Ruolo chiave. Lieberman, poco a poco, é riuscito ad allargare il consenso del suo partito che non è più solo la formazione dei russi immigrati in Israele, ma intercetta tutte le ansie di una società israeliana sempre più chiusa nell'idea di non poter avere un rapporto, né adesso né in futuro, con gli arabi. In compenso, però, Lieberman ha sempre negato il diritto dei palestinesi ad avere un loro stato, in quanto la nascita della Palestina, per Lieberman, sarebbe una minaccia costante per il futuro d'Israele. Il suo consenso gli era valso un posto nel governo dell'allora premier Sharon, dal quale però si è dimesso dopo che nel 2005 l'esecutivo aveva approvato il disimpegno dei coloni israeliani dalla Striscia di Gaza. Da quel momento ha agito da battitore libero, senza legarsi ad alcun partito e aspettando il suo momento. Che è arrivato a febbraio scorso, quando ha ottenuto il dodici percento dei voti e quindici seggi alla Knesset.
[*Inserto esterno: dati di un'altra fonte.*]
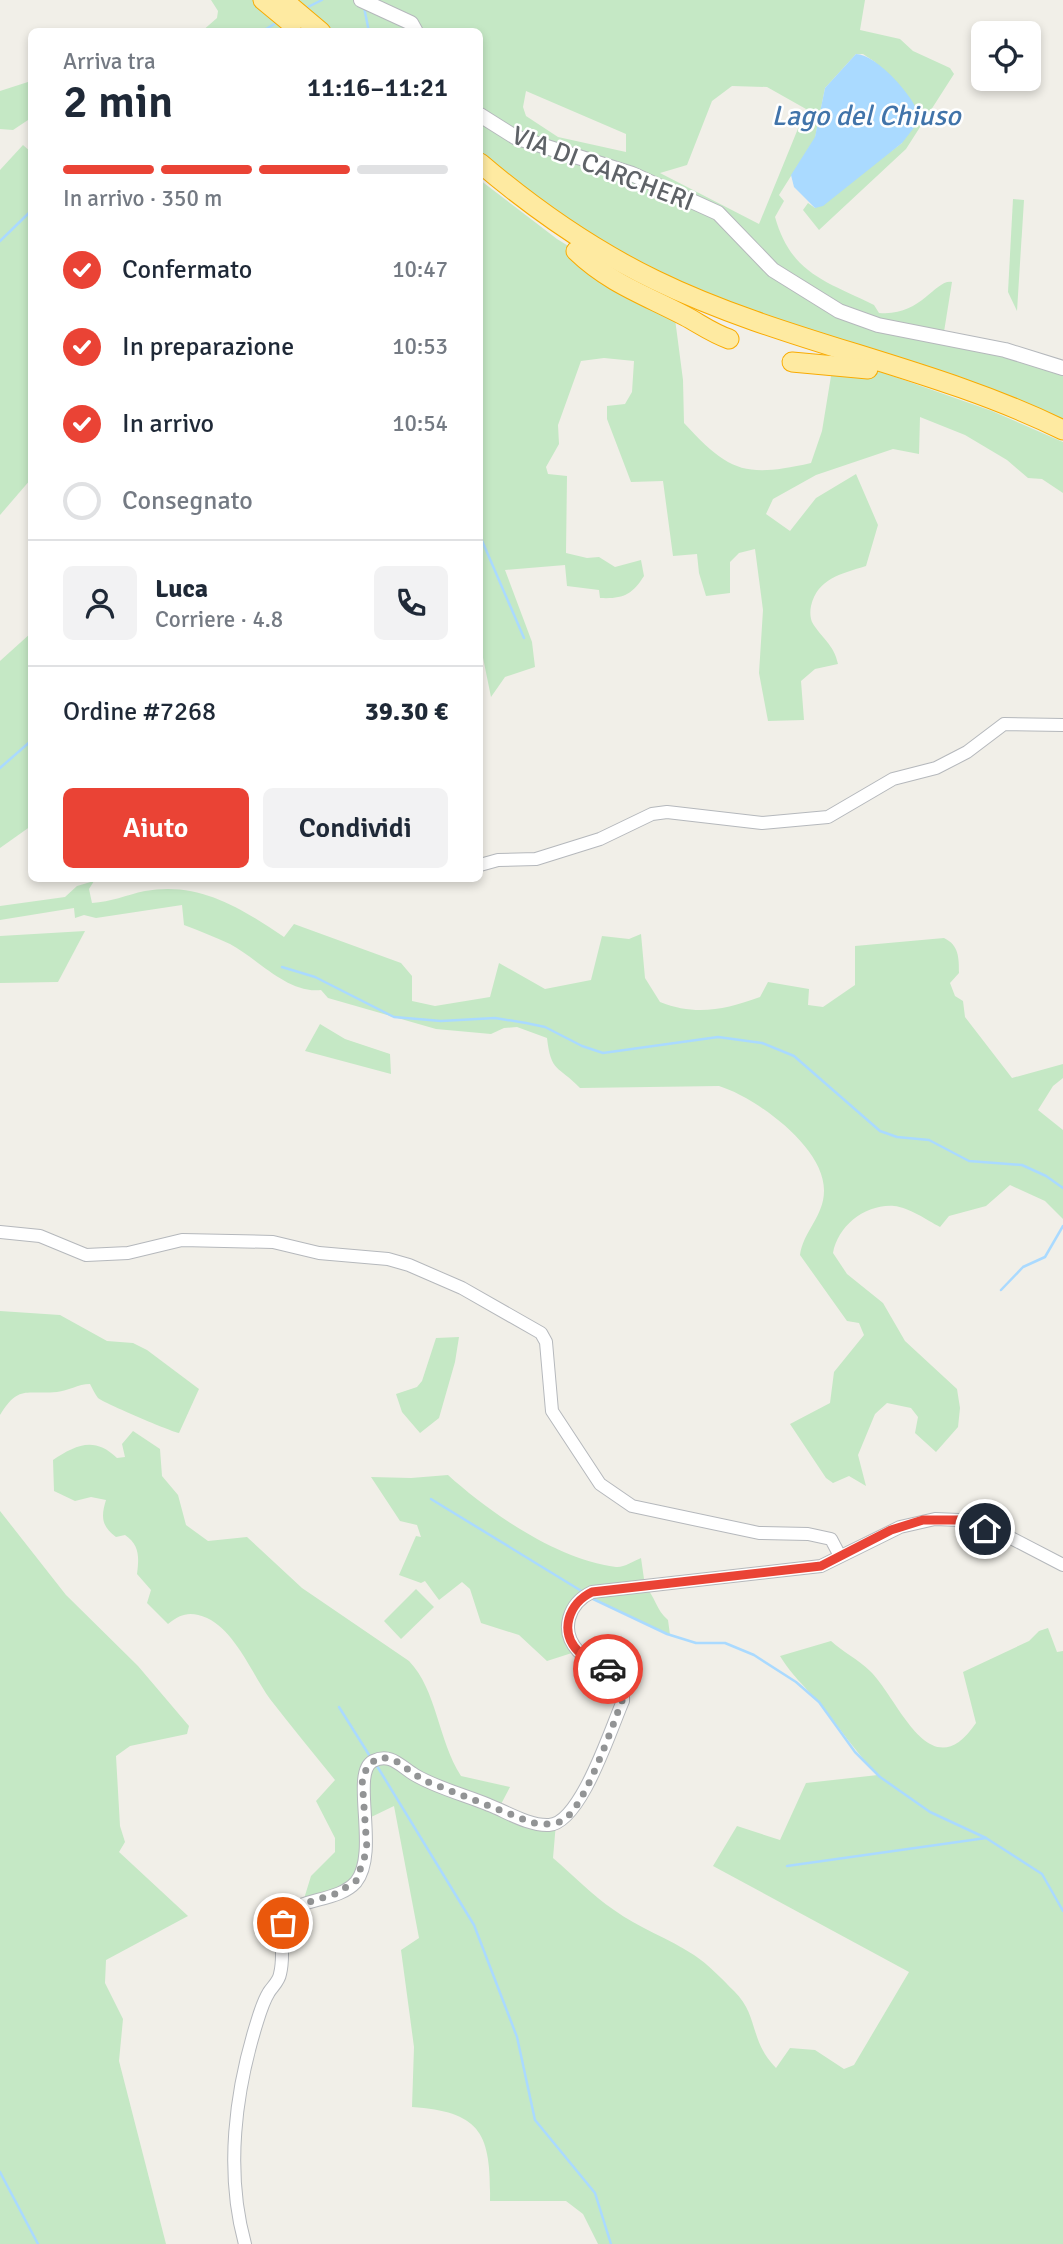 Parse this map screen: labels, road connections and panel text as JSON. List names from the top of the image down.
{
  "streets": {
    "street": ["VIA DI CARCHERI"]
  },
  "water": ["Lago del Chiuso"],
  "page": {
    "heading": ["2 min", "Arriva tra", "11:16–11:21"],
    "panel": [
      "Luca",
      "Corriere · 4.8",
      "Ordine #7268",
      "39.30 €"
    ],
    "bar": "In arrivo · 350 m",
    "list": [
      ["Confermato", "10:47"],
      ["In preparazione", "10:53"],
      ["In arrivo", "10:54"],
      "Consegnato"
    ],
    "buttons": ["Aiuto", "Condividi"]
  }
} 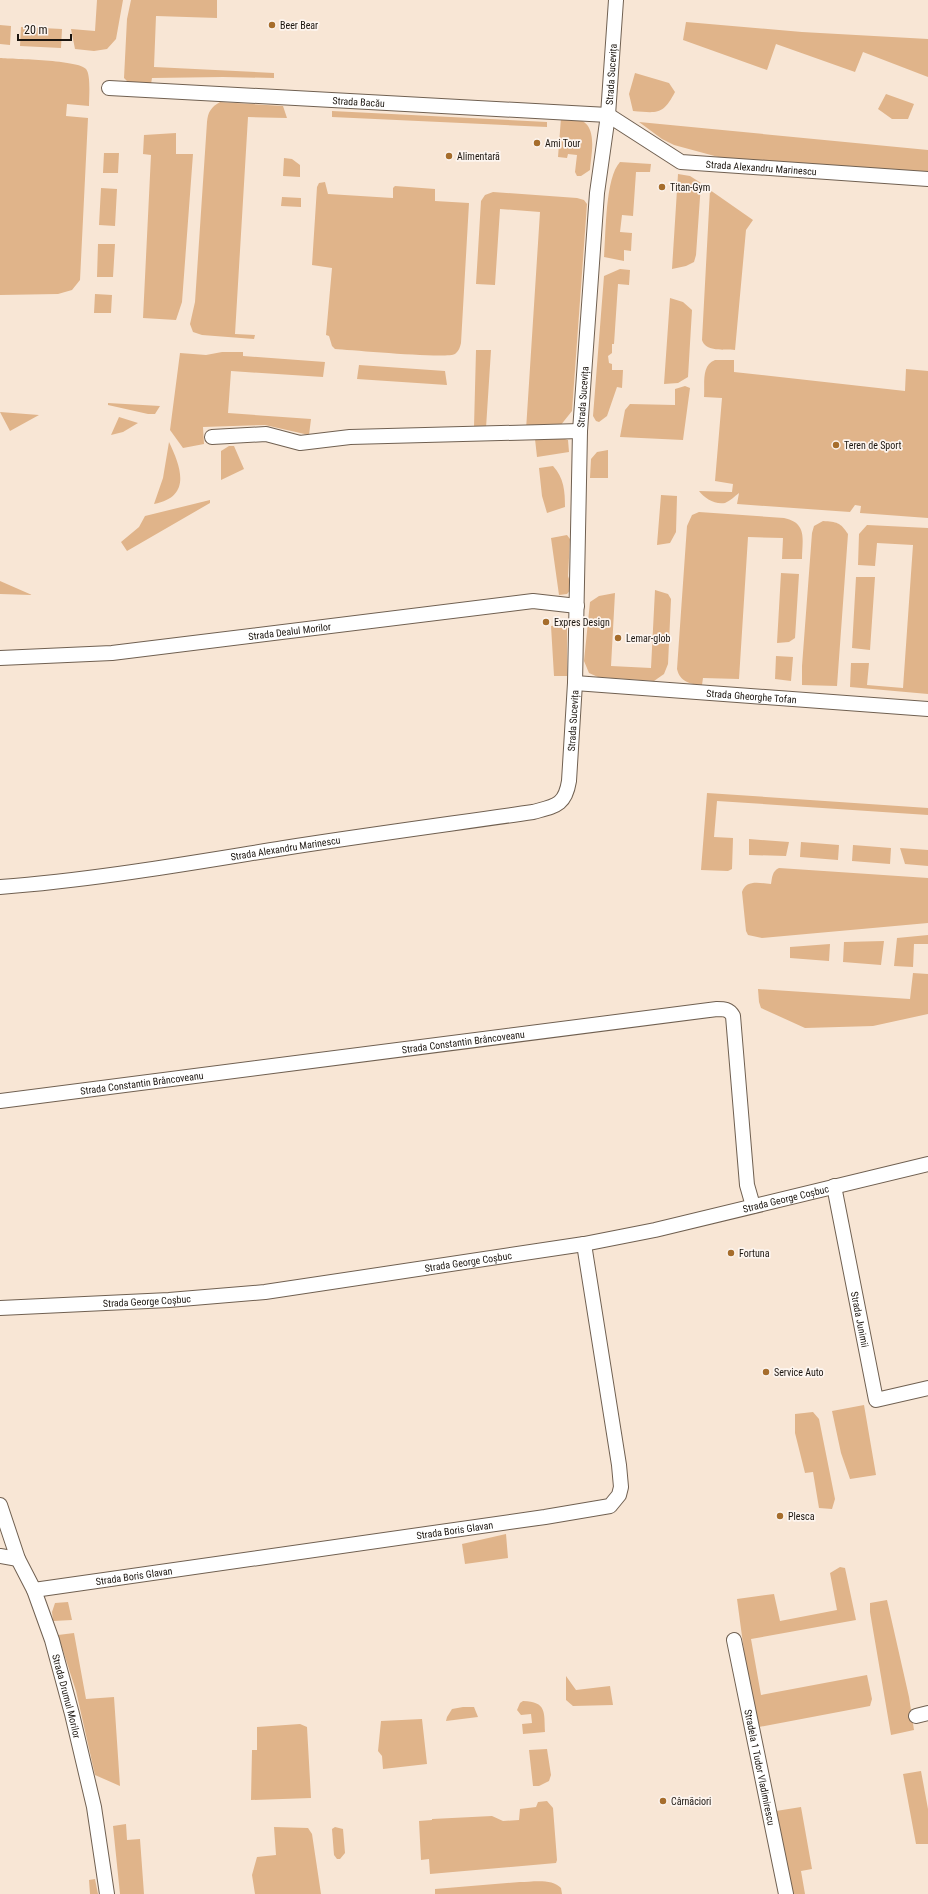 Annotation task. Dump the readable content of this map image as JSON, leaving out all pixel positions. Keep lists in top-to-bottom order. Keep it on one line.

Una quota determinante per governare, al punto che l'attuale premier israeliano Bibi Netanyahu è stato costretto a offrire a Lieberman il dicastero degli Esteri per ottenerne l'appoggio e formare così un esecutivo che ponesse fine all'impasse politica nella quale era sprofondato Israele dopo il voto.
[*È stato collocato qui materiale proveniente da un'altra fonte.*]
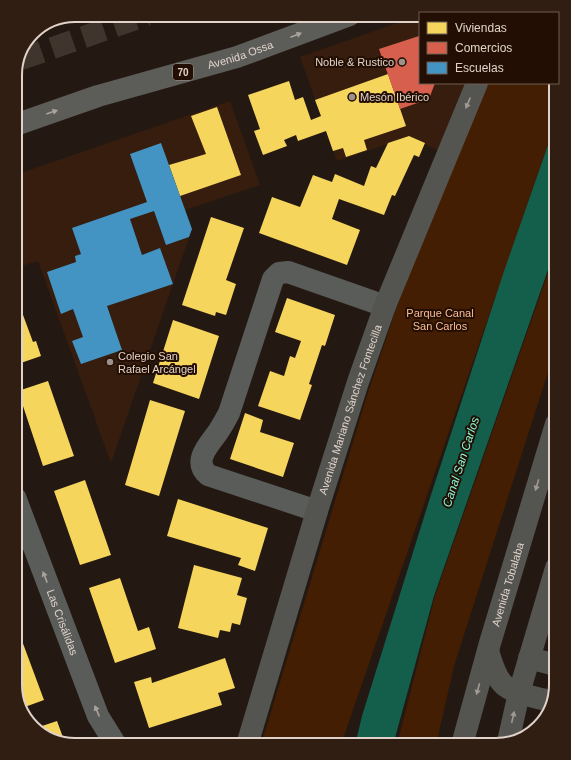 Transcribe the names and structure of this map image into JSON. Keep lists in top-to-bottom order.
{
  "streets": {
    "main road": ["Avenida Ossa", "70"],
    "street": ["Avenida Mariano Sánchez Fontecilla", "Avenida Tobalaba", "Las Crisálidas"]
  },
  "one_way": ["Avenida Ossa", "Las Crisálidas"],
  "water": ["Canal San Carlos"],
  "parks": ["Parque Canal San Carlos"],
  "places": ["Noble & Rustico", "Mesón Ibérico", "Colegio San Rafael Arcángel"],
  "legend": ["Viviendas", "Comercios", "Escuelas"]
} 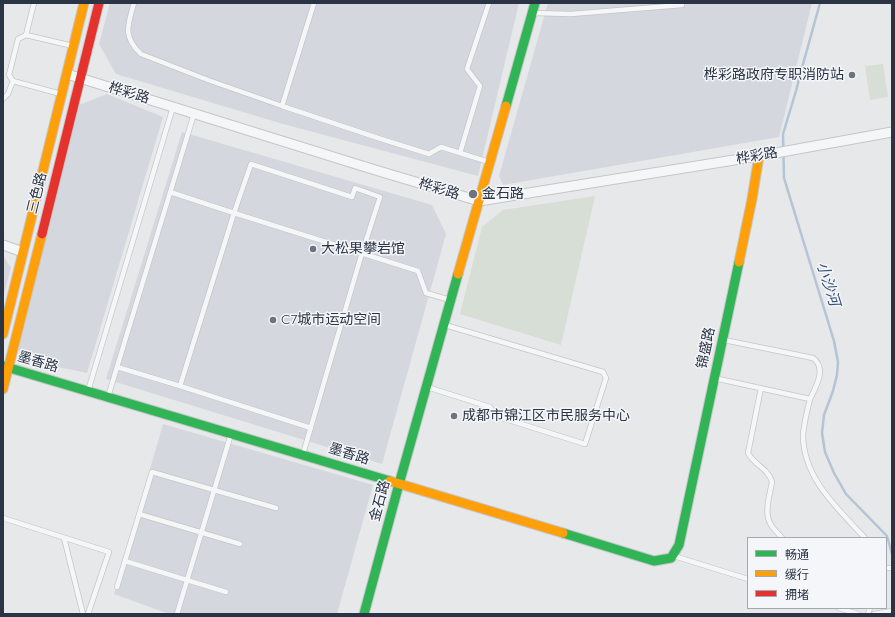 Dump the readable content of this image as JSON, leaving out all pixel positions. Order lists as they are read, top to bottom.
{
  "streets": {
    "street": [
      "桦彩路",
      "三色路",
      "锦盛路",
      "墨香路",
      "金石路"
    ]
  },
  "crossings": [
    ["桦彩路", "三色路"],
    ["桦彩路", "锦盛路"],
    ["桦彩路", "金石路"],
    ["三色路", "墨香路"],
    ["锦盛路", "墨香路"],
    ["墨香路", "金石路"]
  ],
  "water": ["小沙河"],
  "places": [
    "桦彩路政府专职消防站",
    "金石路",
    "大松果攀岩馆",
    "C7城市运动空间",
    "成都市锦江区市民服务中心"
  ],
  "legend": ["畅通", "缓行", "拥堵"]
} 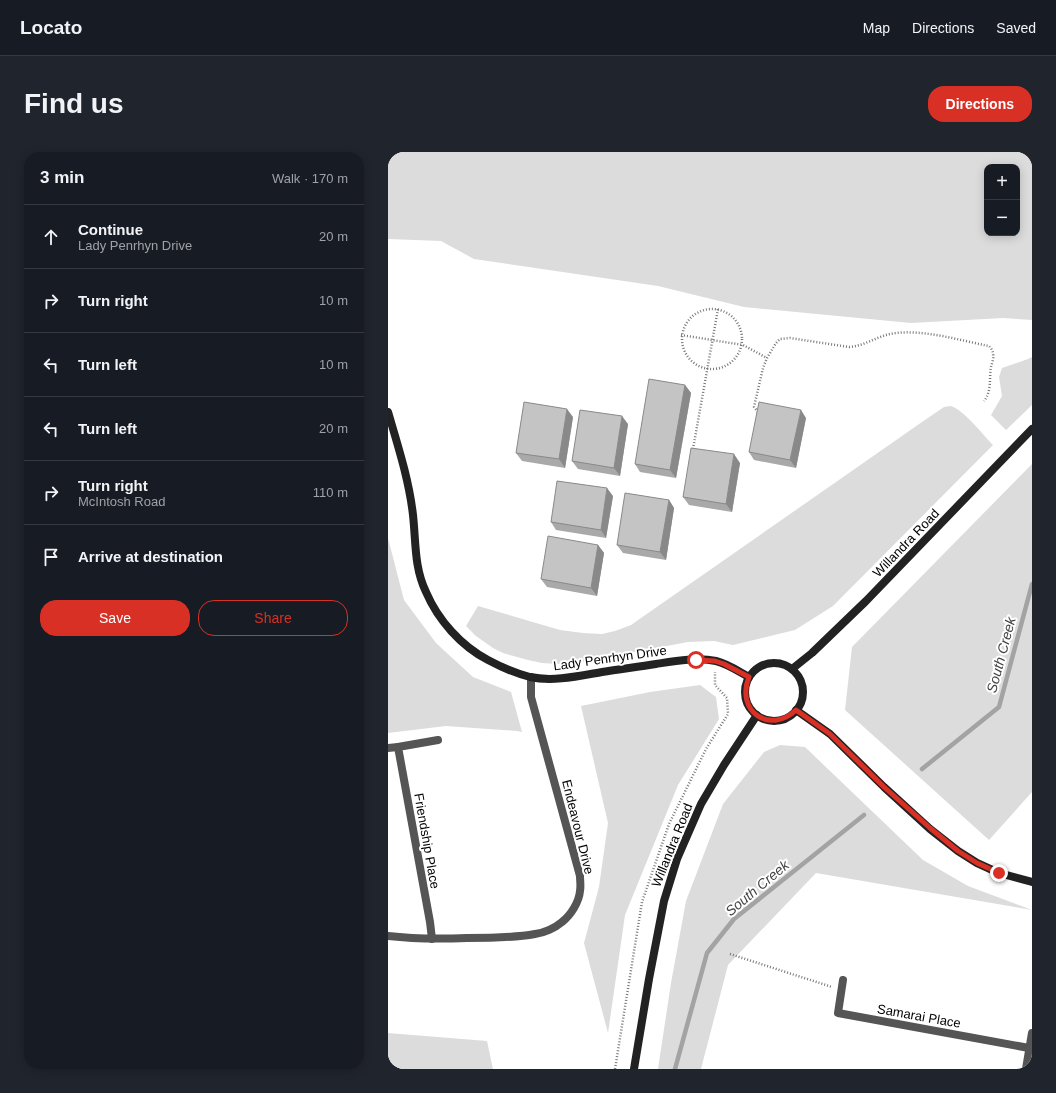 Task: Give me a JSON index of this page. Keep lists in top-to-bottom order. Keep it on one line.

Consenso del terrore. Lieberman sapeva che sarebbe arrivato il suo momento e non ha mai fatto nulla per stemperare la sua xenofobia. Durante il comizio che ha chiuso la sua campagna elettorale, il leader di Yisrael Beiteinu ha negato l'accredito stampa a tutti i giornalisti di origine araba. Comportamenti che, in passato, ne avrebbero fatto una sorta di paria della politica internazionale. Mala tempora currunt, però. Così capita che Lieberman venga accolto con tutti gli onori a Roma dal presidente del Consiglio Silvio Berlusconi, dal presidente della Camera dei Deputati Gianfranco Fini, dal ministro degli Esteri Franco Frattini, dal sindaco di Roma Gianni Alemanno e dal Papa Benedetto XVI.
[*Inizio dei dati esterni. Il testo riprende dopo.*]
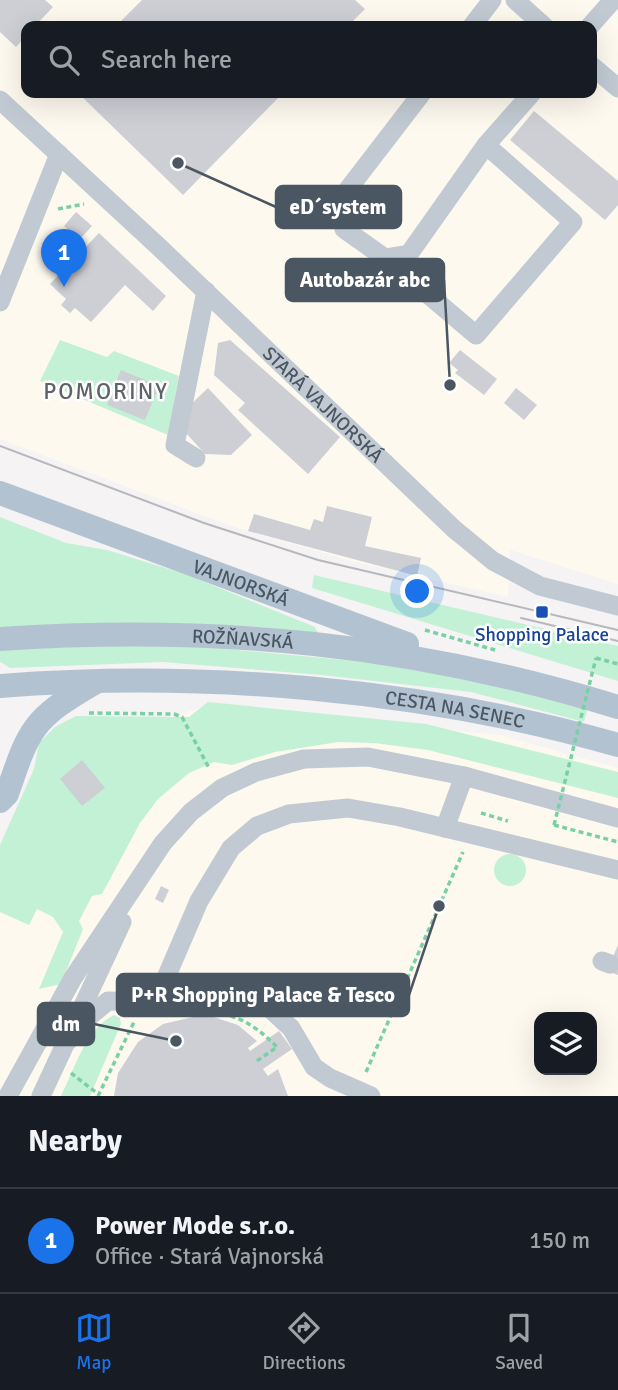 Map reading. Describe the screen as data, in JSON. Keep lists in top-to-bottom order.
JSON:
{
  "streets": {
    "main road": ["VAJNORSKÁ", "ROŽŇAVSKÁ", "CESTA NA SENEC"],
    "street": ["STARÁ VAJNORSKÁ"]
  },
  "crossings": [
    ["VAJNORSKÁ", "ROŽŇAVSKÁ"]
  ],
  "districts": ["POMORINY"],
  "places": {
    "other": [
      "eD´system",
      "Autobazár abc",
      "P+R Shopping Palace & Tesco",
      "dm"
    ],
    "transit": ["Shopping Palace"]
  },
  "page": {
    "search": "Search here",
    "pins": "1",
    "heading": "Nearby",
    "list": [
      {
        "mark": "1",
        "name": "Power Mode s.r.o.",
        "note": "Office · Stará Vajnorská",
        "value": "150 m"
      }
    ],
    "nav": ["Map", "Directions", "Saved"]
  }
}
Benita Ferrero Waldner, commissario Ue per le Relazioni Estere, aveva accennato alla possibilità di fare pressioni su Israele per tenere un personaggio del genere fuori dalla diplomazia internazionale, ma è stata linciata mediaticamente solo per aver fatto una critica di questo tipo. Qualche sparuto gruppo di dimostranti ha protestato oggi per la visita del ministro in Italia, senza sortire effetto alcuno. D'altronde basta leggere il risultato del sondaggio condotto dal Centro di Studi Strategici dell'Università Bar Ilan. Alla domanda: ''Sei favorevole a un attacco aereo contro le installazioni nucleari in Iran se le sanzioni internazionali non riescono a fermare il programma nucleare di Teheran?'' si sono detti favorevoli il 60 percento degli intervistati. Questo è il clima che personaggi come Lieberman hanno contribuito a creare in Israele e che adesso gli permette di governare, anche in barba a un'inchiesta per corruzione e riciclaggio di denaro che vede indagato Lieberman da anni. E' proprio vero: mala tempora currunt.